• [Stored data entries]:
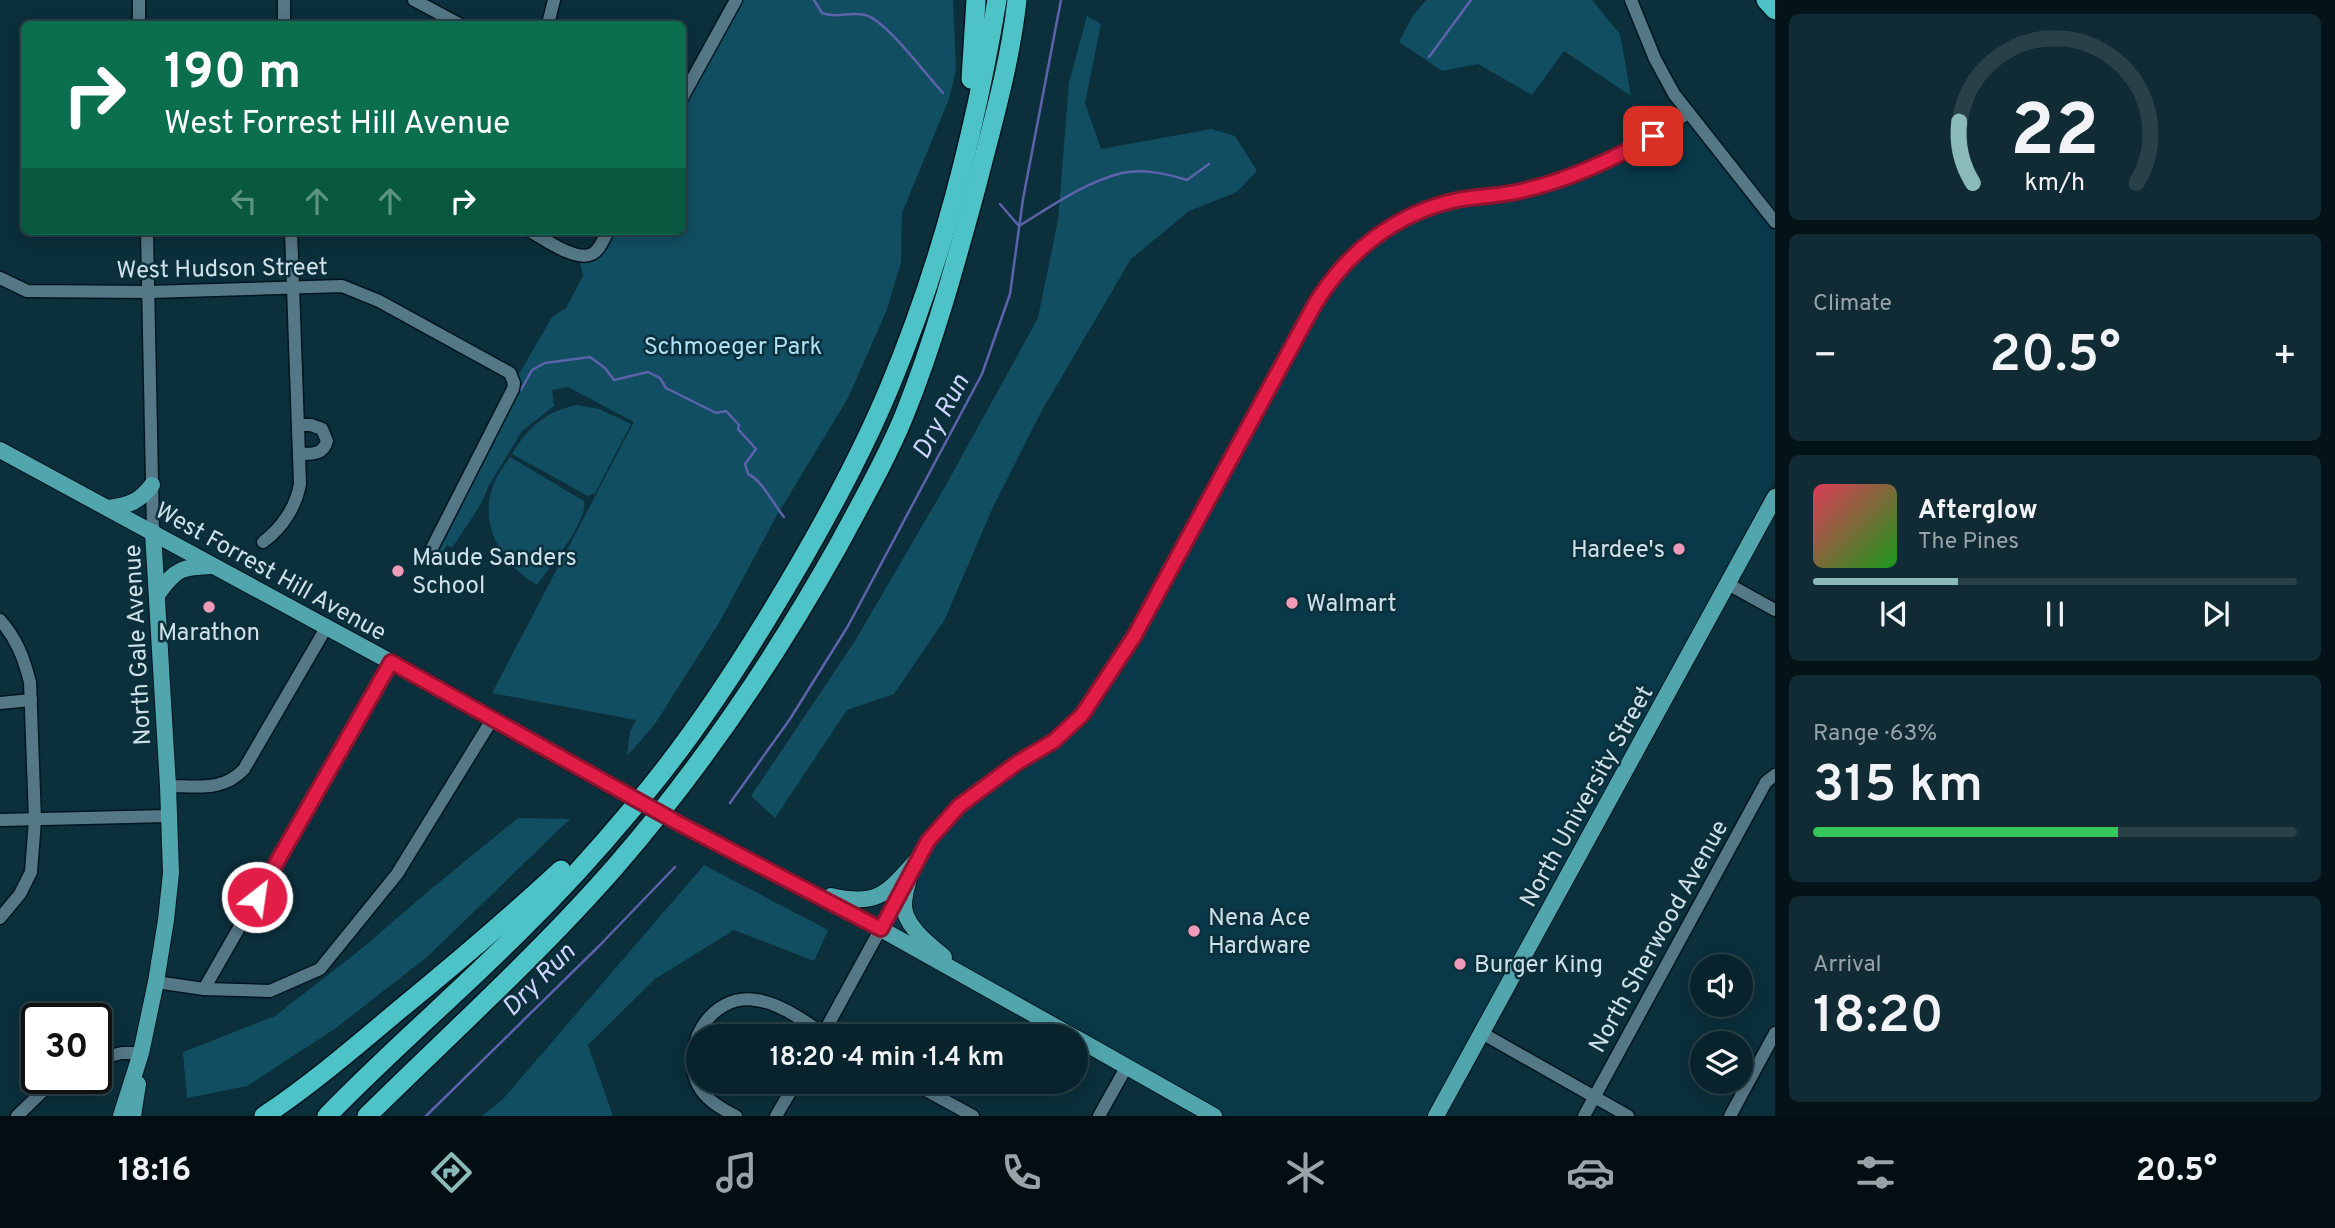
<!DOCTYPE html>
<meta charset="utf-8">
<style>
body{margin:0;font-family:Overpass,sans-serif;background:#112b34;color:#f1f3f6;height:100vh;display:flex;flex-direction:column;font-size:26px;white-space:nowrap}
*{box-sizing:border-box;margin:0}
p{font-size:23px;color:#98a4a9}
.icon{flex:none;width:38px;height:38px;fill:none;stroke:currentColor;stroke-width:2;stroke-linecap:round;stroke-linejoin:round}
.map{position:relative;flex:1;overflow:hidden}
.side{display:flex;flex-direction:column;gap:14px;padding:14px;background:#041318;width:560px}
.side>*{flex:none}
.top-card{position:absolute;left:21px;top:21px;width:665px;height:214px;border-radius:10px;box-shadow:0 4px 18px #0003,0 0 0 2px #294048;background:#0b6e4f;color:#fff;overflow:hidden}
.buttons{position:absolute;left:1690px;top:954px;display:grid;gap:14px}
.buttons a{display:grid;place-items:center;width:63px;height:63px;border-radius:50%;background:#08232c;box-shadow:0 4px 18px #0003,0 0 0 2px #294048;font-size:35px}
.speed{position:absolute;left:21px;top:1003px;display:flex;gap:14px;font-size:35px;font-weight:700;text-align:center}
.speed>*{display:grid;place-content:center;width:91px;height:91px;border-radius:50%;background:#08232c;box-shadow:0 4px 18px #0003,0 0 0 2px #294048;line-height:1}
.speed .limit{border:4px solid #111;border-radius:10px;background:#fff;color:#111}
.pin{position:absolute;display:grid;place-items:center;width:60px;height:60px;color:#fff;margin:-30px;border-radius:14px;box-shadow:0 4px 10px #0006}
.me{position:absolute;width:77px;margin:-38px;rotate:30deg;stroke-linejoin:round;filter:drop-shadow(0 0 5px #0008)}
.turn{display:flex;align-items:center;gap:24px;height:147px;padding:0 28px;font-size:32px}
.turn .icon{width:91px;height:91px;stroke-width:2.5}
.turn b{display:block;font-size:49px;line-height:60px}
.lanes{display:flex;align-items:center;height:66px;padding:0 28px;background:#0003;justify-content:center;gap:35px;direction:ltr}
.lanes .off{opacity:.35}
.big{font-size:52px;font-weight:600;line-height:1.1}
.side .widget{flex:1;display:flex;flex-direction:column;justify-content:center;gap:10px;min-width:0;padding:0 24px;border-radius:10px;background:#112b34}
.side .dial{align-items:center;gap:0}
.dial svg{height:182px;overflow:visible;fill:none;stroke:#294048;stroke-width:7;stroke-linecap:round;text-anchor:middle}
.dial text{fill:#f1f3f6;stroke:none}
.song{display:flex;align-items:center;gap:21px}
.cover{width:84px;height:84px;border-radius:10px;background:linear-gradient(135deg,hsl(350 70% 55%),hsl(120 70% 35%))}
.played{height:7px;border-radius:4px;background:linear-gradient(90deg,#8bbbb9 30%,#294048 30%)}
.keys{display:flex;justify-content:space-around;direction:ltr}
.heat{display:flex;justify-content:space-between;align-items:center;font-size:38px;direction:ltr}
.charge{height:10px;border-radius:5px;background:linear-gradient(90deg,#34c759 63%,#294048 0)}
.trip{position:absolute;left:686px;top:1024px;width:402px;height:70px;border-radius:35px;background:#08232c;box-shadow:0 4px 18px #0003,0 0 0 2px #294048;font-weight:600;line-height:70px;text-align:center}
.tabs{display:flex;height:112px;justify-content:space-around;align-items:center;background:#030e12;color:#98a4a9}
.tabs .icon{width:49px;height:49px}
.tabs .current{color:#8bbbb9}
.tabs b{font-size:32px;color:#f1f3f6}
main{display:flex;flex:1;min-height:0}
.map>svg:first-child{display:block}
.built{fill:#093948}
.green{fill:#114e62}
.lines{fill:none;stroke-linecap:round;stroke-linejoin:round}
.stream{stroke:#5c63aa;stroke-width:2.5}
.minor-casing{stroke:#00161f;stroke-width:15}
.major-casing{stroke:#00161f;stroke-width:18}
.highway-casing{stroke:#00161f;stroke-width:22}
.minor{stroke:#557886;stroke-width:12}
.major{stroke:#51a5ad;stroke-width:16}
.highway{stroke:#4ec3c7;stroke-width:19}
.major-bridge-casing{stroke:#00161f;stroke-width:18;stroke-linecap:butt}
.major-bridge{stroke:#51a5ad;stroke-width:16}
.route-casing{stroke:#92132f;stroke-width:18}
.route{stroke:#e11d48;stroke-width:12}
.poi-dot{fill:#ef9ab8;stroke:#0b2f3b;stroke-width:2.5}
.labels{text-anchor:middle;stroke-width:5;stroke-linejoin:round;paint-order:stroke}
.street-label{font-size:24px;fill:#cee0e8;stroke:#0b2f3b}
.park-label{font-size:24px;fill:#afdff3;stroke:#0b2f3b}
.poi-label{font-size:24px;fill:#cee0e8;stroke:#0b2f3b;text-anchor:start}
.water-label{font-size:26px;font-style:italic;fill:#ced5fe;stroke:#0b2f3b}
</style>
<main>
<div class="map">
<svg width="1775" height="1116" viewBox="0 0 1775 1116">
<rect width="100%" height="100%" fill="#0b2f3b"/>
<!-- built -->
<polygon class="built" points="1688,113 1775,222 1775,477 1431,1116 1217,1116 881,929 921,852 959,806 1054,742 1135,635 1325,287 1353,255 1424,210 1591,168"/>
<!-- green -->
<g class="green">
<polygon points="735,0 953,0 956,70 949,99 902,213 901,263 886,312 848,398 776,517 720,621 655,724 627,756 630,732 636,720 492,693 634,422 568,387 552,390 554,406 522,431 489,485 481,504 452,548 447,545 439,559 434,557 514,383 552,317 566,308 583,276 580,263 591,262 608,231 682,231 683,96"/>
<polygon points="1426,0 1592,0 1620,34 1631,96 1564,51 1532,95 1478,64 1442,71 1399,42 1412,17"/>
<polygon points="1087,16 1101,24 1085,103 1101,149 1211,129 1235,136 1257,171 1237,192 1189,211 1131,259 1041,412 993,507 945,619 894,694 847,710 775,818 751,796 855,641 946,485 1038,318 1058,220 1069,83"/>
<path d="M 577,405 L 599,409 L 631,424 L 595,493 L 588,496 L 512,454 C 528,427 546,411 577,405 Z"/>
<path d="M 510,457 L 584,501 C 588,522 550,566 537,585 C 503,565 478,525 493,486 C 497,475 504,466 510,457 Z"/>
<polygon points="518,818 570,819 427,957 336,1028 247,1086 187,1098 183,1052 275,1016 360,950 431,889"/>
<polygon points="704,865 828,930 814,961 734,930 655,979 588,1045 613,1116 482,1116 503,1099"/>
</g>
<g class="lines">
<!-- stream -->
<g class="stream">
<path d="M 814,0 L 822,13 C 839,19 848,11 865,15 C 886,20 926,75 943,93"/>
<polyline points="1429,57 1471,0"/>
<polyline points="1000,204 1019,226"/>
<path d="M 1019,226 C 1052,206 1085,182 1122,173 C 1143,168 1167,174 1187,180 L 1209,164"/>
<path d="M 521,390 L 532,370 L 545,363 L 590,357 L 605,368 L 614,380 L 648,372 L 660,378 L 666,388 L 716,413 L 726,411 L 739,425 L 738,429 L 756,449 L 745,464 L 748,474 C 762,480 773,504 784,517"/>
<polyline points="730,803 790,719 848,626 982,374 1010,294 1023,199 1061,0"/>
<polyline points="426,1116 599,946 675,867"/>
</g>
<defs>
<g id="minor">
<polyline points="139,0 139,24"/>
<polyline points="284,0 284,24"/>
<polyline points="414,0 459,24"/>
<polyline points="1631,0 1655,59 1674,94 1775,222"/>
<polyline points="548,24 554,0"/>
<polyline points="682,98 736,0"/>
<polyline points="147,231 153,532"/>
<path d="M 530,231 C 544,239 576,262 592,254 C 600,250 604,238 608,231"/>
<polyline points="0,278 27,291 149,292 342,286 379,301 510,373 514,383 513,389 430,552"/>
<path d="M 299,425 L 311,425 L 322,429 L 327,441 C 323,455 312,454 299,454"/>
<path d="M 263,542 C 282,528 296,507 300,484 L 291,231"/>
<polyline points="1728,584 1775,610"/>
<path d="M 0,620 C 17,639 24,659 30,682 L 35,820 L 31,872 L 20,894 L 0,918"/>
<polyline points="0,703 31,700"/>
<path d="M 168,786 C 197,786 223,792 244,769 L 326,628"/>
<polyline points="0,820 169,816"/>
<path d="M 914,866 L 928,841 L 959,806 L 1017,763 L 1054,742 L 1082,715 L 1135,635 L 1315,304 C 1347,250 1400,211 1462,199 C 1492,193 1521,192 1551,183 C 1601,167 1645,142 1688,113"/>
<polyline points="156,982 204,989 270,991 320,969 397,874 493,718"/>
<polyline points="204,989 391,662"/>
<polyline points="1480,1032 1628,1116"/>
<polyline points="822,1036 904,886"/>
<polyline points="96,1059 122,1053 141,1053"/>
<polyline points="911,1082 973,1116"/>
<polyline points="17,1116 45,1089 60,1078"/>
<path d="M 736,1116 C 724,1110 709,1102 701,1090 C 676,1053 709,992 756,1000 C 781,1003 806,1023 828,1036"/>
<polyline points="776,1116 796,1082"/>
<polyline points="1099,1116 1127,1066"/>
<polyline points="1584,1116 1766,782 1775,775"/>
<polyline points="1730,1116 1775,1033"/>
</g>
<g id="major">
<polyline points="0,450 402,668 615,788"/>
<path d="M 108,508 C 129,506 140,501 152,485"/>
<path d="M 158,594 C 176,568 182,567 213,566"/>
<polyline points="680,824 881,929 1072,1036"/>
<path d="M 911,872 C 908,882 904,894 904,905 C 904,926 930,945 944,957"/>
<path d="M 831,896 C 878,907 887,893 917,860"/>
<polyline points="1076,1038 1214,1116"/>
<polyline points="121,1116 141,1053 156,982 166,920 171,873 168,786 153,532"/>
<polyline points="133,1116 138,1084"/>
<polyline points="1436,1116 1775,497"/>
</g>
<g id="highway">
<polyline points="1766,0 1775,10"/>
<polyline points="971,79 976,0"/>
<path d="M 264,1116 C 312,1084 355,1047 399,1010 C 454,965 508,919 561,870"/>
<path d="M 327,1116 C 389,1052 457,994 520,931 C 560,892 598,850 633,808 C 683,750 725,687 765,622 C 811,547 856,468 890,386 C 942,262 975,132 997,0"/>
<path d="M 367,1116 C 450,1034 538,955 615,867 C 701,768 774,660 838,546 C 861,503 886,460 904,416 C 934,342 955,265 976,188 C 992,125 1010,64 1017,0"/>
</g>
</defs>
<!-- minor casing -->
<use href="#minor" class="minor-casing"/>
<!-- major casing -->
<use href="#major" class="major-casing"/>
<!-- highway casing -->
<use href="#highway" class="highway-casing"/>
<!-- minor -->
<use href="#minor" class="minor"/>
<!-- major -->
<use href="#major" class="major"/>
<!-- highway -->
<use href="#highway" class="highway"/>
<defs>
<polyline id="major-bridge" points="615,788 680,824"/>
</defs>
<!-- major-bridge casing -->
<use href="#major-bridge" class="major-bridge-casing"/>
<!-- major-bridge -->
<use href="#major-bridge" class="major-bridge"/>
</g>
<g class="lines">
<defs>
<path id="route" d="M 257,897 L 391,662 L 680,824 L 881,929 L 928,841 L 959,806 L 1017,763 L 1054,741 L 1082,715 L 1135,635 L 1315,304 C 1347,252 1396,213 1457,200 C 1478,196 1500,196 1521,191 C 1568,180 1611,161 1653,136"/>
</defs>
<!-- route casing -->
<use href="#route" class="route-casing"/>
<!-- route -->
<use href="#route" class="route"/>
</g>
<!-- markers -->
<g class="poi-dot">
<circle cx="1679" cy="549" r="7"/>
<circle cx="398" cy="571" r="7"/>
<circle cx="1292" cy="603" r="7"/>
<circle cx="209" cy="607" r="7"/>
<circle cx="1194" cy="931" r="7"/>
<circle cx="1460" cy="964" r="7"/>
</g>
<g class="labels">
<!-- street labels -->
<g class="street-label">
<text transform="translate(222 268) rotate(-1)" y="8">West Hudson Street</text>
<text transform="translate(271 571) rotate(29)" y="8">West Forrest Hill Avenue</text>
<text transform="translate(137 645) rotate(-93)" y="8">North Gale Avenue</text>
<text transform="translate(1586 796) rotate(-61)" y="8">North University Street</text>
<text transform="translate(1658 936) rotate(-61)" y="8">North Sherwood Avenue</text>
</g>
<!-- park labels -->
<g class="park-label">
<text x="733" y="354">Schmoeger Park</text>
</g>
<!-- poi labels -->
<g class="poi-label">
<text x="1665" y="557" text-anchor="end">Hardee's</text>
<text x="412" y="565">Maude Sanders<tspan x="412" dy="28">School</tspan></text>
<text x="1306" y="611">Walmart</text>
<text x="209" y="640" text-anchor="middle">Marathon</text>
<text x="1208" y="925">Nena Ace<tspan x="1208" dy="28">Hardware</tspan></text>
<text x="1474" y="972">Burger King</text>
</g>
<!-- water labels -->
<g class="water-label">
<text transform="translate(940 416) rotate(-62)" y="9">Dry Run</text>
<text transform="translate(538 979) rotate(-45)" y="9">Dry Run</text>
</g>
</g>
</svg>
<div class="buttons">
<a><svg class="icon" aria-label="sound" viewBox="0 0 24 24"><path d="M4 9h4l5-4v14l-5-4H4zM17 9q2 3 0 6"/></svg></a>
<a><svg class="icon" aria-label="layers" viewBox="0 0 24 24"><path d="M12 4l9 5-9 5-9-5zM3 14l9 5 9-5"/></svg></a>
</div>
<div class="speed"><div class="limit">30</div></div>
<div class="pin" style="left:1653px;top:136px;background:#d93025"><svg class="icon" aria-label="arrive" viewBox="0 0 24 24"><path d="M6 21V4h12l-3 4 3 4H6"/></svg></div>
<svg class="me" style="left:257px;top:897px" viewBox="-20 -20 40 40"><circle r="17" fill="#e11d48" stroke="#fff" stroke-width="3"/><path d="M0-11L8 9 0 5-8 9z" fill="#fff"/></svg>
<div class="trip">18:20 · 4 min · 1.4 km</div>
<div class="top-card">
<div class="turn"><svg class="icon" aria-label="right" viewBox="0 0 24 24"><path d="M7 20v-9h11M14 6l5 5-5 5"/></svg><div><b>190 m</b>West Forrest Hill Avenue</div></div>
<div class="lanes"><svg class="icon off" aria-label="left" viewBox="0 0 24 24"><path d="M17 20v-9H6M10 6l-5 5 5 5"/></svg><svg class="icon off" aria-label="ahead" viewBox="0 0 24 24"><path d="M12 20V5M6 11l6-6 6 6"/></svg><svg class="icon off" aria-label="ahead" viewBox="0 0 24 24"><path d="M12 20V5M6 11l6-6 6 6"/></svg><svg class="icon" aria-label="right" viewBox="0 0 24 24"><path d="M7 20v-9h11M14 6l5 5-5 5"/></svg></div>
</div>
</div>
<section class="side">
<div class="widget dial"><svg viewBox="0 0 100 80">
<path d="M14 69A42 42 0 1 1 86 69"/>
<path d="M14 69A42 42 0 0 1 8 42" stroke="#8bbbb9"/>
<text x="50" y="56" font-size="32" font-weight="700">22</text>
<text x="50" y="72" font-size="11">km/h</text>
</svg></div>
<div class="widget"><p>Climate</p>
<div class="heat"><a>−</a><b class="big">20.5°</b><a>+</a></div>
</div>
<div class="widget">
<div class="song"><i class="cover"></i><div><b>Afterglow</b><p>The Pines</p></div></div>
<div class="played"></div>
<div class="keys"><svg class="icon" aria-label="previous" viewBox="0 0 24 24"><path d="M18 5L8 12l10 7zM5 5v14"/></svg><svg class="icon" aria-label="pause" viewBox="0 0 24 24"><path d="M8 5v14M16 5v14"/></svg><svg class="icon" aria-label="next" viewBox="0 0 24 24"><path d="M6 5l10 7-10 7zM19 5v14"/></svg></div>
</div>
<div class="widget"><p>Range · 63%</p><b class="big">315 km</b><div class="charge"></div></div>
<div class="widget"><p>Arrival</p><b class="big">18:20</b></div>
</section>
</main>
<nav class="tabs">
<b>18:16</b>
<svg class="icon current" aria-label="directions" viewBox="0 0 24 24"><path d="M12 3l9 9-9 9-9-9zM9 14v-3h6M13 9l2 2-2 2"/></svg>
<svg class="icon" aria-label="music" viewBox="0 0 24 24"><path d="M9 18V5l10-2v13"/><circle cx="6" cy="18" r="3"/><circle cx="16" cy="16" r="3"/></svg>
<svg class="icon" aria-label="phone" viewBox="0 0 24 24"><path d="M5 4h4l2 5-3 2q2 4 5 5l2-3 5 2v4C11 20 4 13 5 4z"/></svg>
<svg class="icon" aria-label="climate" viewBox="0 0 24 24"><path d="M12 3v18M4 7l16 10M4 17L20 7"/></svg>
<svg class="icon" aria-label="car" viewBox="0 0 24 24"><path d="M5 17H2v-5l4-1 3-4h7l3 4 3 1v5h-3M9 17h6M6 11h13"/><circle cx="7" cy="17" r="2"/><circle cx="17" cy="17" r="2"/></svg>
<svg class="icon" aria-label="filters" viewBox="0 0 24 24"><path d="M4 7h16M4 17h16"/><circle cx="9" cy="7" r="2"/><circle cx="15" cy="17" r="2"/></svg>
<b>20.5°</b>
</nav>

• [What the task asks]:
Throughout the data above, copy all lines where the word "lanes" is found.

• [Task output]:
.lanes{display:flex;align-items:center;height:66px;padding:0 28px;background:#0003;justify-content:center;gap:35px;direction:ltr}
.lanes .off{opacity:.35}
<div class="lanes"><svg class="icon off" aria-label="left" viewBox="0 0 24 24"><path d="M17 20v-9H6M10 6l-5 5 5 5"/></svg><svg class="icon off" aria-label="ahead" viewBox="0 0 24 24"><path d="M12 20V5M6 11l6-6 6 6"/></svg><svg class="icon off" aria-label="ahead" viewBox="0 0 24 24"><path d="M12 20V5M6 11l6-6 6 6"/></svg><svg class="icon" aria-label="right" viewBox="0 0 24 24"><path d="M7 20v-9h11M14 6l5 5-5 5"/></svg></div>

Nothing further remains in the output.